◆ **What is being asked**:
Exclude the images, then return every line below exactly as written.

Start of Data for analysis

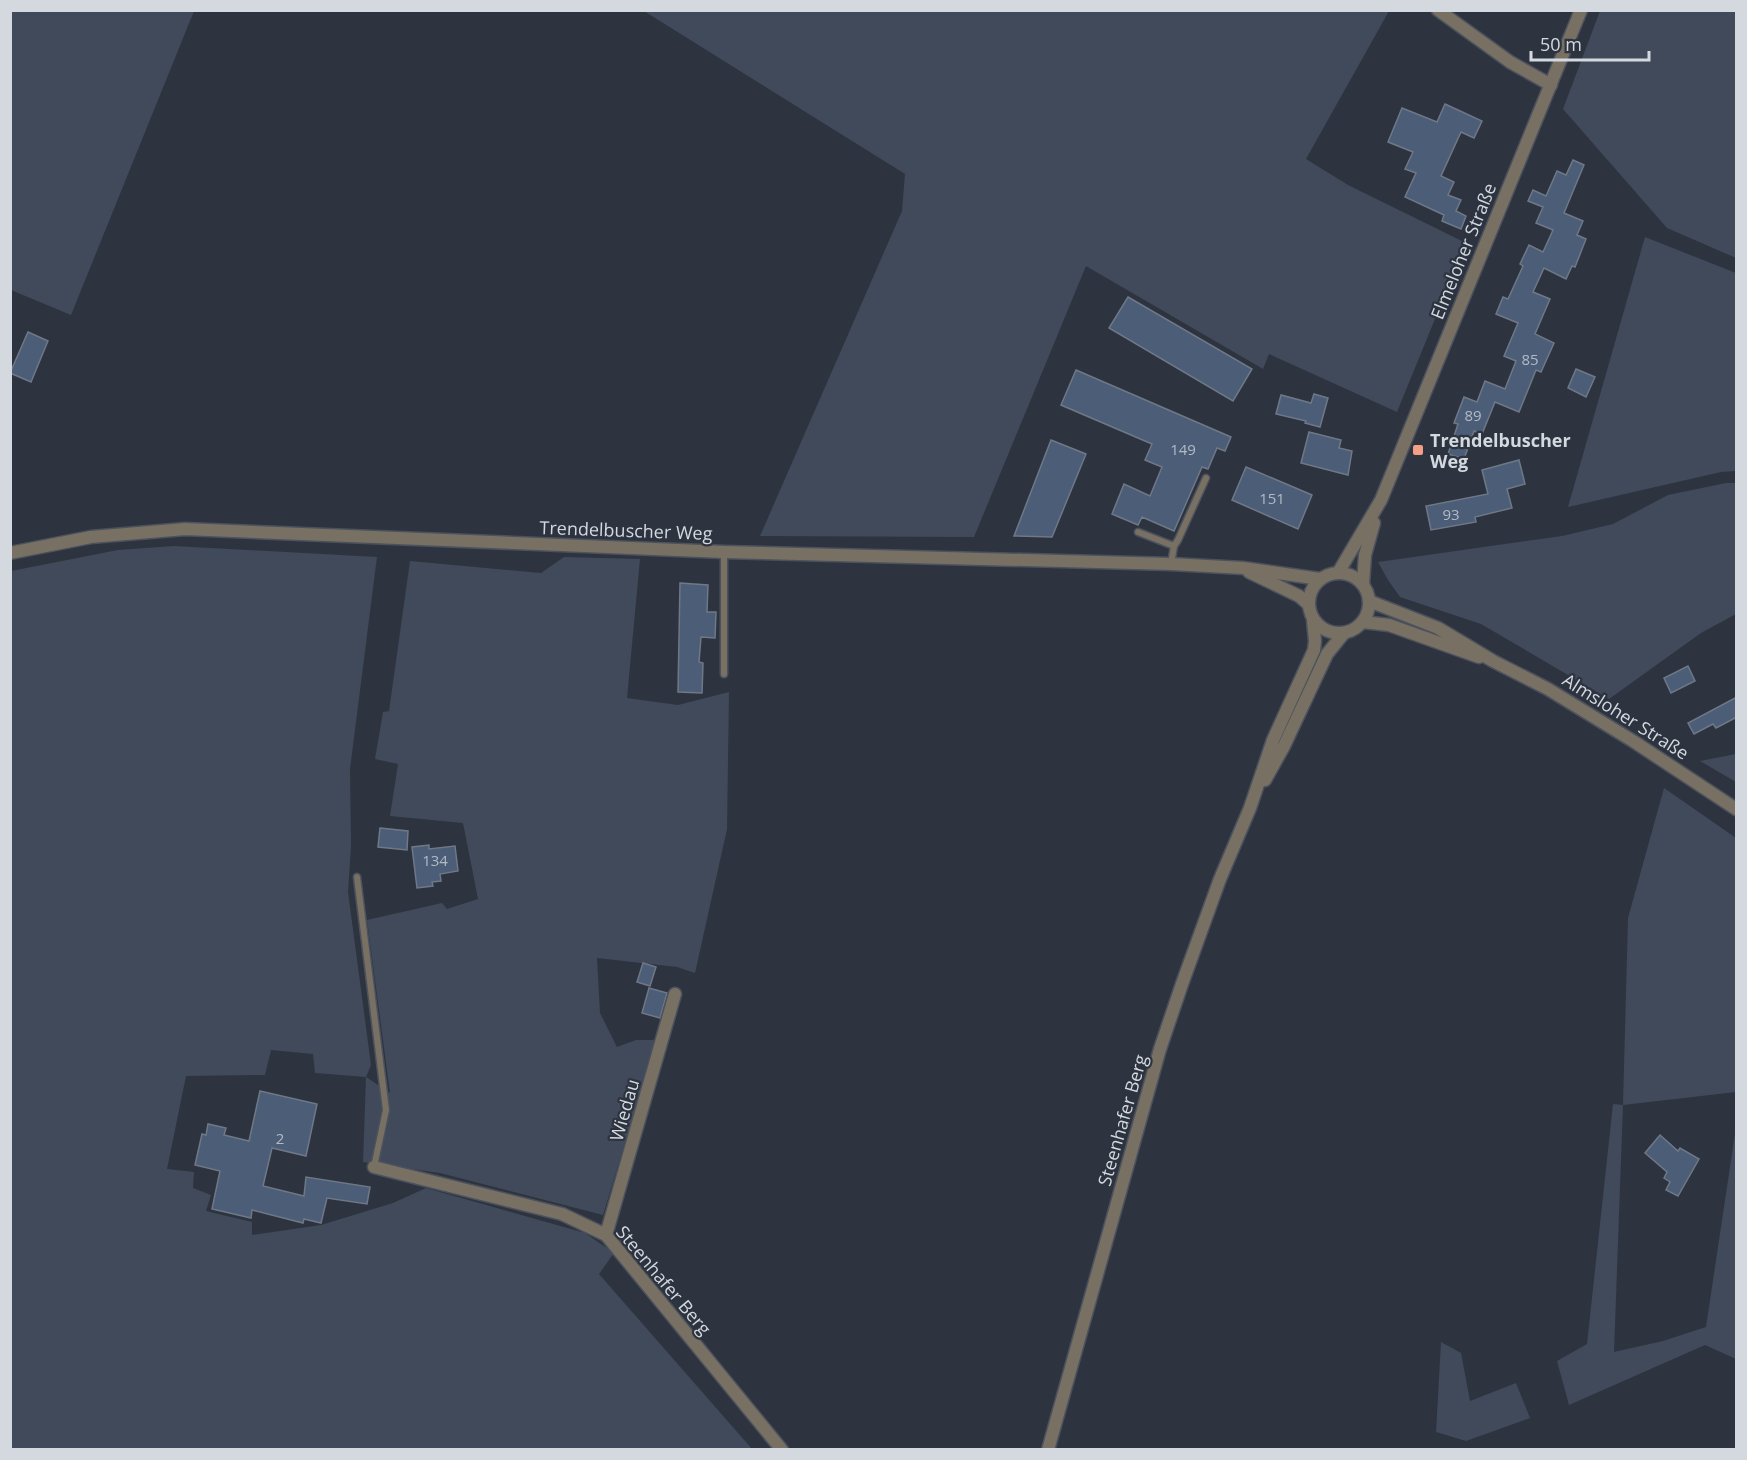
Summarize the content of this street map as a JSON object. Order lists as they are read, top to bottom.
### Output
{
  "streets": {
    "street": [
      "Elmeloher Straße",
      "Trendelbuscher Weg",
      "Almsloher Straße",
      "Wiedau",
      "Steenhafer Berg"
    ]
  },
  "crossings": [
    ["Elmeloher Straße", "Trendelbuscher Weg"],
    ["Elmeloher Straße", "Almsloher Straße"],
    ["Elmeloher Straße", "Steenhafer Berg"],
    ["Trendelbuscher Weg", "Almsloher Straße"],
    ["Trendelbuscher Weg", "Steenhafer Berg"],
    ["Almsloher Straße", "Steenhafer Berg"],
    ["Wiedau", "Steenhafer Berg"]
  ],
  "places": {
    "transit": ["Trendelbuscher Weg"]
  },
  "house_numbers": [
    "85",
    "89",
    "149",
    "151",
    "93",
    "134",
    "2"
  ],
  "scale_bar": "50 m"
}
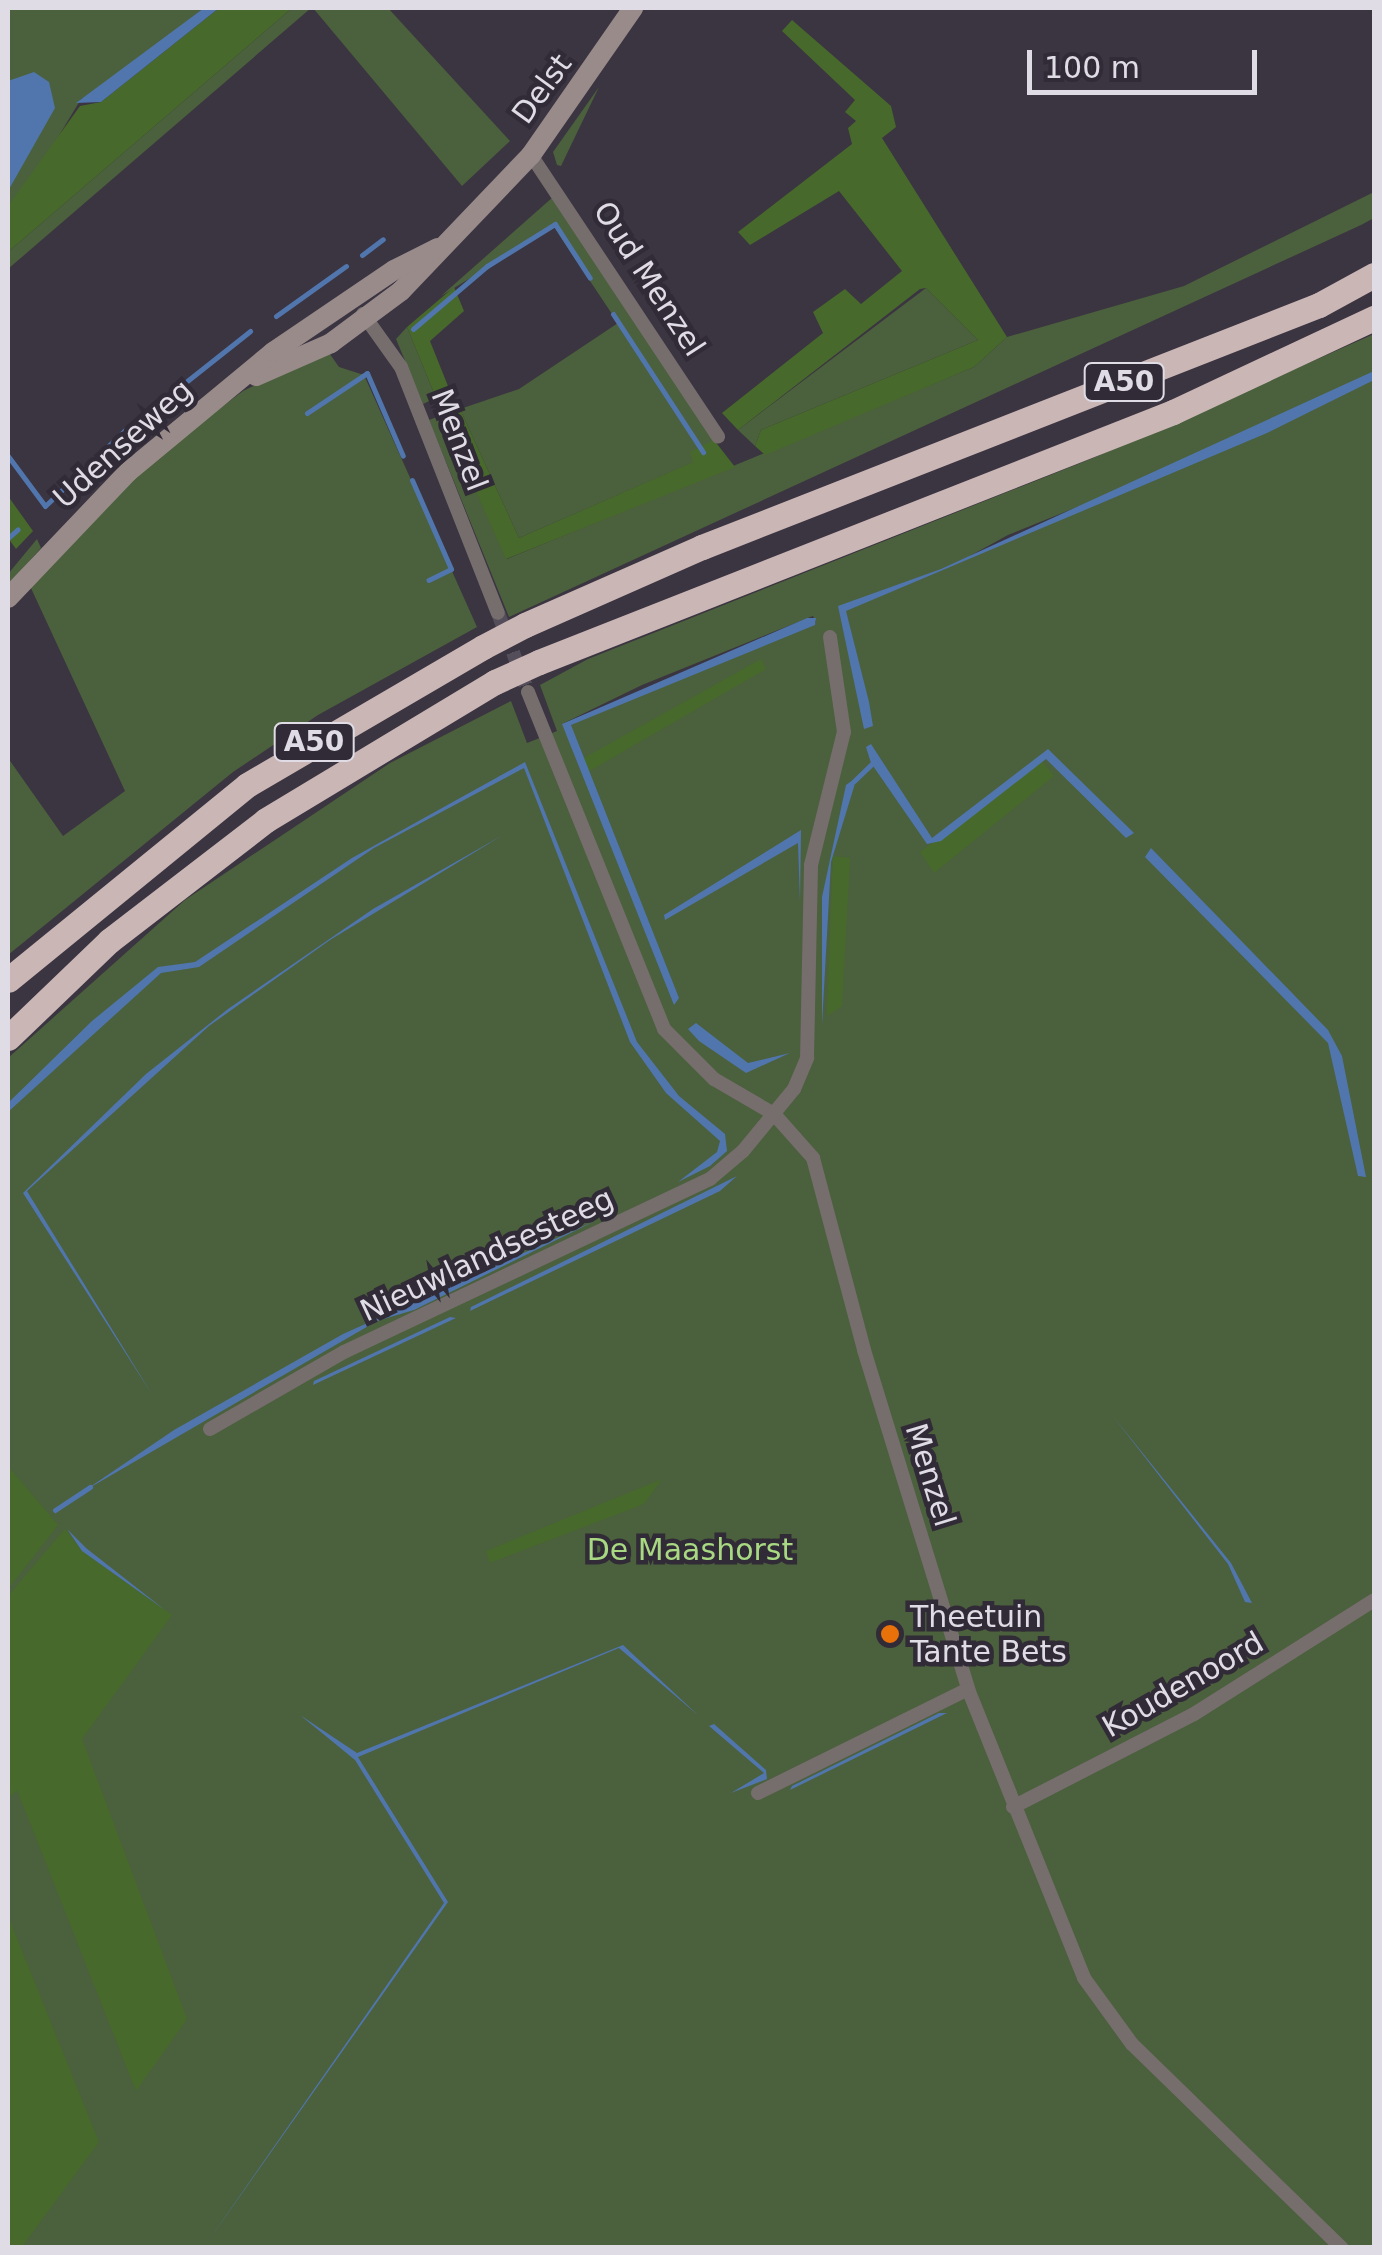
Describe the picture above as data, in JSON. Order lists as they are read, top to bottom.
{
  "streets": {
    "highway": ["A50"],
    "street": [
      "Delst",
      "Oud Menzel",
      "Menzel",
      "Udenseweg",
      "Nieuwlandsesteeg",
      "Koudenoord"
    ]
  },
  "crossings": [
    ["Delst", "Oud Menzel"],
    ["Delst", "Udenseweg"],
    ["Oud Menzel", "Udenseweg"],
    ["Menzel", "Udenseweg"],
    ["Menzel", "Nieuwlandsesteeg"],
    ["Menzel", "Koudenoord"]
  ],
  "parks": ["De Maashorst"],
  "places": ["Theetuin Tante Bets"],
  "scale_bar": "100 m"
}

End of Data for analysis

◆ **Response to this exercise**:
Summarize the content of this street map as a JSON object. Order lists as they are read, top to bottom.
### Output
{
  "streets": {
    "street": [
      "Elmeloher Straße",
      "Trendelbuscher Weg",
      "Almsloher Straße",
      "Wiedau",
      "Steenhafer Berg"
    ]
  },
  "crossings": [
    ["Elmeloher Straße", "Trendelbuscher Weg"],
    ["Elmeloher Straße", "Almsloher Straße"],
    ["Elmeloher Straße", "Steenhafer Berg"],
    ["Trendelbuscher Weg", "Almsloher Straße"],
    ["Trendelbuscher Weg", "Steenhafer Berg"],
    ["Almsloher Straße", "Steenhafer Berg"],
    ["Wiedau", "Steenhafer Berg"]
  ],
  "places": {
    "transit": ["Trendelbuscher Weg"]
  },
  "house_numbers": [
    "85",
    "89",
    "149",
    "151",
    "93",
    "134",
    "2"
  ],
  "scale_bar": "50 m"
}
Describe the picture above as data, in JSON. Order lists as they are read, top to bottom.
{
  "streets": {
    "highway": ["A50"],
    "street": [
      "Delst",
      "Oud Menzel",
      "Menzel",
      "Udenseweg",
      "Nieuwlandsesteeg",
      "Koudenoord"
    ]
  },
  "crossings": [
    ["Delst", "Oud Menzel"],
    ["Delst", "Udenseweg"],
    ["Oud Menzel", "Udenseweg"],
    ["Menzel", "Udenseweg"],
    ["Menzel", "Nieuwlandsesteeg"],
    ["Menzel", "Koudenoord"]
  ],
  "parks": ["De Maashorst"],
  "places": ["Theetuin Tante Bets"],
  "scale_bar": "100 m"
}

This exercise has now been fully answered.